CM . . .
. Volume XVIII Number 9. . . .October 28, 2011
Arctic Circle = Cercle Arctique.
Takashi Shibasaki & Atsushi Nishida (NHK Directors). Wally Longui (NFB Director). Wally Longui (Producer). Cindy Witten (NFB Executive Producer). Toshiro Matsumoto (NHK Executive Producer).
Montreal, PQ: National Film Board of Canada, 2009.
2 X 40 min., DVD, $99.95.
Order Number: 153C 9910 068.
Climactic changes-Arctic regions.
Sea ice-Arctic regions.
Grades 7 and up / Ages 12 and up.
Review by Barbara McMillan.
The rapid retreat of the Arctic ice pack could be reaching the point of no return, ensuring the polar bears fate. And the bears are the canary in the coal mine for us. Global warming in the Arctic is causing the kind of changes that once unfolded over millennia to take place in little over a century… The plight of Arctic wildlife in the face of radical environmental change is Chapter 1 for the rest of the planet. It's a warning to ourselves: act now before it's too late for us. (From "On Thin Ice," Episode 1 of Arctic Circle.)
Protected by its harsh climate, the Arctic was too hostile to support large-scale development. Global warming has changed that fast. And changes to the rest of our planet may come even faster. Increasing development in the Arctic comes at a price, a vicious circle in which the development enabled by climate change will likely drive further climate change. The more oil, the more heat. The more heat, the less ice. The less ice, the less life. The chain reaction has started. Unless it can be reversed, we just don't know how it will end. (From "Battle for the Pole," Episode 2 of Arctic Circle.)
Directors Takashi Shibasaki and Atsushi Nishida of NHK Japan and Wally Longul of the National Film Board of Canada have collaborated to create Arctic Circle, a disquieting two-part documentary. Episode 1, "On Thin Ice," focuses on the research and changes observed and measured by scientists who have been studying the polar bears on Norway's Svalbard Islands, the calving of Greenland's massive Jacobshavn glacier, the seals and zooplankton in Kings Bay, Spitsbergen, the ice at the North Pole, and air patterns and sea currents in the Arctic Ocean and Fram Strait. Episode 2, "Battle for the Pole," shifts the focus from the impact of climate change on the fragile Arctic ecosystem to the race to claim the untapped reserves of oil and natural gas that the shrinking polar ice cap and technological developments have made accessible. The contrast between those portrayed in each episode could not be more pronounced.

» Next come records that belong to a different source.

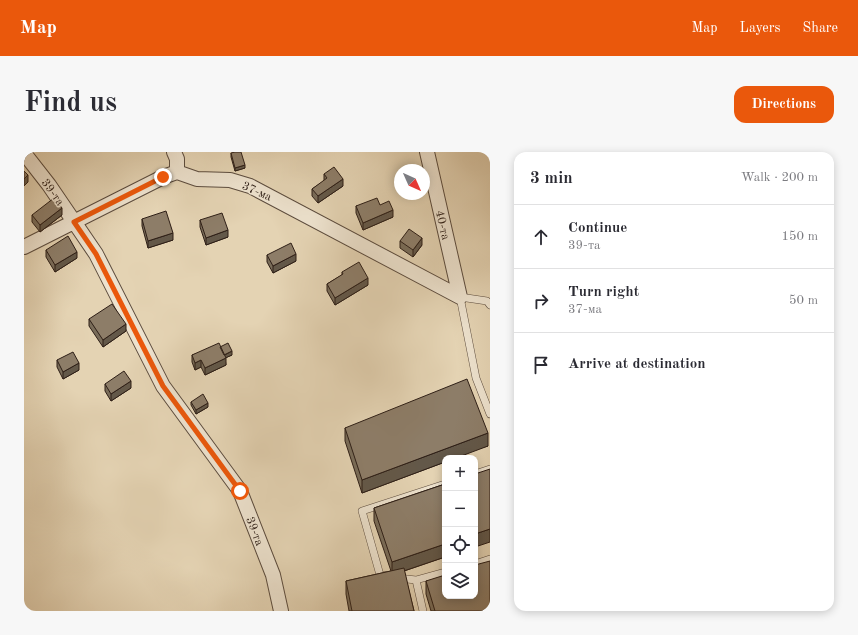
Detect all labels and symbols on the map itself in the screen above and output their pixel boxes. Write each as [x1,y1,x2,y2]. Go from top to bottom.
north arrow [394,164,430,200]
route end [154,168,172,186]
street label: 39-та [39,177,66,208]
street label: 37-ма [240,180,273,204]
street label: 40-та [433,209,451,241]
route start [231,482,249,500]
street label: 39-та [243,515,265,548]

One similarity that does emerge, however, is the scale of the numerical quantities described. For example, the Statoil Norwegian Petroleum Company spent almost ten billion dollars to build a natural gas liquidification plant that cools the gas from the Snovit Gas Field to -163° Celsius before storing it for future shipment. The Snovit Gas Field is believed to hold 25% of the world's undiscovered supplies of oil and gas. The Shtokman Gas Field, also in the Barents Sea, however, is believed to hold a greater amount of natural gas: 3.8 trillion cubic meters. Viewers are told this is enough natural gas to meet Canada's needs at current consumption rates for thirty years. From studies carried out by glaciologists, viewers learn that the Jacobshavn glacier is the world's fastest moving glacier, travelling 35 metres per day. It has doubled its speed in recent years and retreated inland 10 kilometres in the past five years. Each day, 100 million tons of ice calve off this glacier. These slabs of ice are the size of skyscrapers. In a year. this equates to 150 gigatons, which is double the entire volume of all the glaciers in the Alps. According to Dr. Konrad Steffan who studies the giant holes created in ancient glacial ice by rapidly flowing surface water (melting), it is this water that accelerates calving. He is recorded as saying, "A natural process that should take years is taking weeks." It is estimated that, if all the ice in Greenland melts, the sea level will rise six metres.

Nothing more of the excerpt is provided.